* What to produce *
Quote word for word the lines below, beginning with the first and ending with the one that has "solid #fff;border-radius:50%;background:#1a73e8;box-shadow:0 0". Drop the pictures.
-.-.-
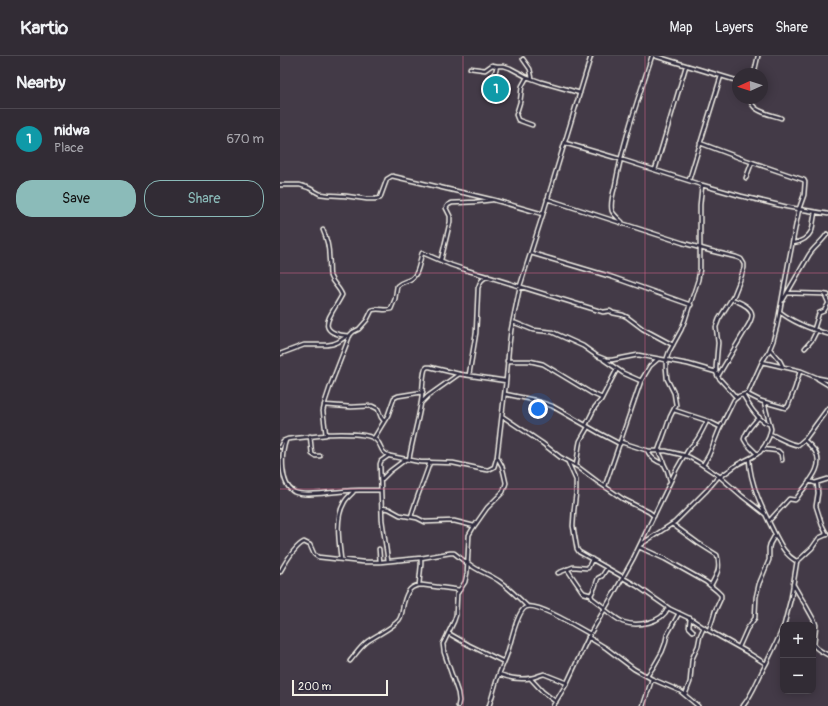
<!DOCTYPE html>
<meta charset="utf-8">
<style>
body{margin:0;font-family:Pangolin,sans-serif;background:#3a343d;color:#f1f3f6}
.controls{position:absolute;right:12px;bottom:12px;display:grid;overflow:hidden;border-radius:8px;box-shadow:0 2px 10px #0003}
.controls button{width:36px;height:36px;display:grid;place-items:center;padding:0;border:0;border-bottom:1px solid #4d4850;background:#322c35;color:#f1f3f6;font:20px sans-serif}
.compass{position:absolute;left:452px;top:12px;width:36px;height:36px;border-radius:50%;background:#322c35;box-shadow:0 2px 10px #0003;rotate:267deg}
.scale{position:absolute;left:12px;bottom:10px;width:96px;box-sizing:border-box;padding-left:4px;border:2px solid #f4f1e8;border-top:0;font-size:11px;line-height:14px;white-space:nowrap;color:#f4f1e8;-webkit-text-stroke:3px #2f2a3d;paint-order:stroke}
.you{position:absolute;left:258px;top:353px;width:14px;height:14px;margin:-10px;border:3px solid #fff;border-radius:50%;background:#1a73e8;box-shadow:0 0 0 6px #1a73e833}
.badge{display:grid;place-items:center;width:26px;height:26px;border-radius:50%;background:#8bbbb9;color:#fff;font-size:13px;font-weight:700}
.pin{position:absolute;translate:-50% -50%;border:2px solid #fff;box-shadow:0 1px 4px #0006}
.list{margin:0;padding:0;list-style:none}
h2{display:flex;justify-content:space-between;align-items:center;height:52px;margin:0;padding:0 16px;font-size:17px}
h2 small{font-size:13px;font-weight:400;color:#a8a7ad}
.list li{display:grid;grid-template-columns:26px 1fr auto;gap:12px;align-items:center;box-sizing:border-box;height:60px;padding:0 16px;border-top:1px solid #4d4850}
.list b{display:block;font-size:15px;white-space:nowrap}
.list p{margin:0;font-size:13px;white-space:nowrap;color:#a8a7ad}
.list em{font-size:13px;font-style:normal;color:#a8a7ad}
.actions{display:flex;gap:8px;padding:12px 16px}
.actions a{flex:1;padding:9px 0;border:1px solid #8bbbb9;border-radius:16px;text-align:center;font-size:14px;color:#8bbbb9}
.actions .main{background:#8bbbb9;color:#111}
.map{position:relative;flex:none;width:548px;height:650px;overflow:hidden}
header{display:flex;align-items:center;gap:24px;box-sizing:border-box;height:56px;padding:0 20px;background:#322c35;border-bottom:1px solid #4d4850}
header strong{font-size:19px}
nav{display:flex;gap:22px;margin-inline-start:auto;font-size:14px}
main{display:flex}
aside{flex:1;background:#322c35}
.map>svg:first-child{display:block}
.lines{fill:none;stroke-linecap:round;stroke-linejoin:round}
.street-casing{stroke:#f4f1e8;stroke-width:5.5}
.street{stroke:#2f2a3d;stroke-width:2.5}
.grid{fill:none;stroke:#d4648c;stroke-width:1;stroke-opacity:0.55}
</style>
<header>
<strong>Kartio</strong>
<nav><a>Map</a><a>Layers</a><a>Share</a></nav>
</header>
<main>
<aside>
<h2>Nearby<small></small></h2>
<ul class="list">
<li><span class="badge" style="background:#0f9aa8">1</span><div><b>nidwa</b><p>Place</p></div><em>670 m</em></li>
</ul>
<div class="actions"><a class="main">Save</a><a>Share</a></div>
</aside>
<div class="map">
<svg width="548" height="650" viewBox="0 0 548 650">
<rect width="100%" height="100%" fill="#433a47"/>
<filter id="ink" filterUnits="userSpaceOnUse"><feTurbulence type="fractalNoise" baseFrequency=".025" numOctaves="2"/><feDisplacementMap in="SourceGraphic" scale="8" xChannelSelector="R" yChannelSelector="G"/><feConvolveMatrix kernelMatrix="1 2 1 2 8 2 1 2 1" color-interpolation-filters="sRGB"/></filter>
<g filter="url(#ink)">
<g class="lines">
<g class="street-casing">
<path id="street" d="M375,0L458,25
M243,3L250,13L252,22
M190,12L205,14L212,9L217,10
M474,18L478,0
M247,21L242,30L240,46L236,59L238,64L252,69
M215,24V17L217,10H224L230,12L247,21L261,26L300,37
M470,42C471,56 490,58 501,62
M285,87L340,103L422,129L461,140L507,151L548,158
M420,87L460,102L524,124L525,126L524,139L519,153L509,204L497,270L493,285L489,295L482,306L468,337L459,340L454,344L439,374L429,399L423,409
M375,114L406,10
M466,122L472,106
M409,124L441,20
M0,129H20L29,132L40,138L48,139L66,140L87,143H95L100,142L107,123L112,120L214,144L263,158
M267,143L403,187L431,195L456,201L461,203L464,208V212L460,224L454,239L439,263L436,271L438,287L436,310V316L438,321L456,341
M342,166C339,163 334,159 332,155C330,148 333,137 335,130C343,86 358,43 372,0
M43,174C47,183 49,191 49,201C50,208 49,214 50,220C53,228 59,231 62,239C52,259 31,277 70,280
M513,187C522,186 528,182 532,174L535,156
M251,197L332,221L411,249
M161,204L170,166V160L166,152L168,149L172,147L195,146L212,144
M507,237L542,238L548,239
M545,239L548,246
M503,244L529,199C534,191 542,186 547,178
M500,256C514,267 530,273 548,278
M233,266L253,274L272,276L303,290L317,300L327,304H332L358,299L408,308L436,316
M534,273L539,257L544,255L548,248
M525,292L532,284L537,274
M490,293L500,305L503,311
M0,298L24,289H47L53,288L58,286L67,280
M324,304L343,317L361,325
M227,305H250L263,308L311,337L322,342
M482,306L521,315L538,322L548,324
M189,319L196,277L198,232C200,225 202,223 208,220
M438,320L469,268C470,266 472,262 472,259C472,250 458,246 452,243
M538,323L548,329
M225,338L254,344L272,350L319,377L340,388
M467,338L481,345L506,352L508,350L515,332L520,315
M463,339C469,349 477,364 489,368
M141,347L148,340L179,318
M44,349L71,351L92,350L98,353L101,361L104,365
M394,354L428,365L440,371
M222,360L262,387L280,401L298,411L318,426L343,443L369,456L374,460
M306,369L315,351L321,344L337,313
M46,378C57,378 88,376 96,384C103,390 99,396 110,400L140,406L173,407L201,413L208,414L214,411L217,401L226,325L229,290L231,274L240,230L263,158L311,0
M490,378C498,381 510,389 518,389L526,382L548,352
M30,380L32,398L35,400H40
M94,382L108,359L114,342L118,340L143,336
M6,384C1,398 0,428 14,436C25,441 52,436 64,435C76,434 88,434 101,434
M341,386L369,395H386L403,399L409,401L418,406L439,420L462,440L485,458
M0,391L3,385L8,383L46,379L43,355L45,346L51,328L70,279L73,276L79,273L87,264L92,254C98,252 105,255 111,253L115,243L117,230C121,226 124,226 129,224C139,220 139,206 142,197H143L171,209L183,213L310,252L323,256L330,255L333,257L343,259L347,261L363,273L393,289
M482,393L498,395L501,398L502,404
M378,395L386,373L390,361L396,349L394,337L387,323L386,312V305L389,296L401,274L405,264L418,224L420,213V149L422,129
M368,396C371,402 377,406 384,408
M379,396L382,402L384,408L387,414L390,424
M477,398L467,388L464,383C466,374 473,368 479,361
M405,400C407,393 412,390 416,385C421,378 424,371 427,365
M469,403C470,428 483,454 494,476C500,487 504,498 516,505L519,504L532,492L539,482L548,478
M129,404C132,385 138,366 141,347C143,336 142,324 145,313L147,311H150L179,318L226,325
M288,406L296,424V437L294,454L293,470L297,493L299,496L343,521
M296,410L299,390L300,385L308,371
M440,421L458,408L472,401L480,396L485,389L489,381L491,373L484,346
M101,424L110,415L126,403
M529,425L535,427L548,423
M537,427L538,437L536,450L542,469L547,479
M325,430L361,325L370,310L378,303
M102,452L109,453L120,459L137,462L145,466L174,465L194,470
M131,461C136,442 144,425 150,406
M489,465L509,443L515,444L517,442C525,429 546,412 535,395C532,391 528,387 524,384
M392,468L418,487L437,499C441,513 437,518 431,529
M360,489L395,466L427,434L439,420
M359,491L385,503L426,526L437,535L441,539V542L435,555L433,562L429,574
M99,493L100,506
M61,503C59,486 55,462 64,447C66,442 71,439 74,435
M108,505L102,464L100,408L101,405L108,400
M188,507C197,515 209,518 219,525C229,532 238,541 247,550
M287,513L302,535L304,537L311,539
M0,516C5,507 15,490 24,486L30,489L34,498L38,501L83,506H100L141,502L170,497H174L188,508
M278,517L293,511L306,512H308L312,503
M343,522L357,530L390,553L411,563L426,573L467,596L486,608
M513,528L520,540L525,548L535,566L536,569L534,589C537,594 543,596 548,599
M139,529L141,509V502
M325,552L312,542L311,539L315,531L318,522L322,520L327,512
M324,553C330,557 336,563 343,566C357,571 382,567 388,552
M410,562L409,571L413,575
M504,569L511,542L517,505
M168,577L189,589L224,606
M308,581L326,592L354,613L372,623L400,635L418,650
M459,591L467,573L475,562L476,541L479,528L489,504V492L490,488L495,479
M70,605C75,599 81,590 88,585C98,578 111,573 119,564C123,558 122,552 124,546C127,535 131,529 142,529L180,534
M219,618C229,622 241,624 251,622C256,621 260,619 264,618L287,627
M367,620L374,610L382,596L385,588L387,579L399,557
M250,622L263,636L276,646
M405,639L410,626L412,603L418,590L420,580L424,571
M178,650L179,645L178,637L164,596L163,588L165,584L174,565L176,559L177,538L185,526L187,517L189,479L193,472L207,452L223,436L226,427L224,418L222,410L217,401
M209,650C213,639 215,628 219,618C222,610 226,603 228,595C231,586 237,555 246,551C257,546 299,572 310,578
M273,650L287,627L310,578L333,539L353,503L396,414L404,400
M363,650L372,623
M463,650C474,636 477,624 486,608C492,596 498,584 503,571"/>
</g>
<use href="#street" class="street"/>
</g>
</g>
<path class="grid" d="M183,0V650M365,0V650M0,217H548M0,433H548"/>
</svg>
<div class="controls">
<button>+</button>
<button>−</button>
</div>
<svg class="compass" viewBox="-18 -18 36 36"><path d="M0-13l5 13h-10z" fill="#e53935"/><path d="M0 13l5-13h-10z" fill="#a8a7ad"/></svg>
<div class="scale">200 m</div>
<div class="you"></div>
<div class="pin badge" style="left:216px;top:33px;background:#0f9aa8">1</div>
</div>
</main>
-.-.-
* Output for this task *
<!DOCTYPE html>
<meta charset="utf-8">
<style>
body{margin:0;font-family:Pangolin,sans-serif;background:#3a343d;color:#f1f3f6}
.controls{position:absolute;right:12px;bottom:12px;display:grid;overflow:hidden;border-radius:8px;box-shadow:0 2px 10px #0003}
.controls button{width:36px;height:36px;display:grid;place-items:center;padding:0;border:0;border-bottom:1px solid #4d4850;background:#322c35;color:#f1f3f6;font:20px sans-serif}
.compass{position:absolute;left:452px;top:12px;width:36px;height:36px;border-radius:50%;background:#322c35;box-shadow:0 2px 10px #0003;rotate:267deg}
.scale{position:absolute;left:12px;bottom:10px;width:96px;box-sizing:border-box;padding-left:4px;border:2px solid #f4f1e8;border-top:0;font-size:11px;line-height:14px;white-space:nowrap;color:#f4f1e8;-webkit-text-stroke:3px #2f2a3d;paint-order:stroke}
.you{position:absolute;left:258px;top:353px;width:14px;height:14px;margin:-10px;border:3px solid #fff;border-radius:50%;background:#1a73e8;box-shadow:0 0 0 6px #1a73e833}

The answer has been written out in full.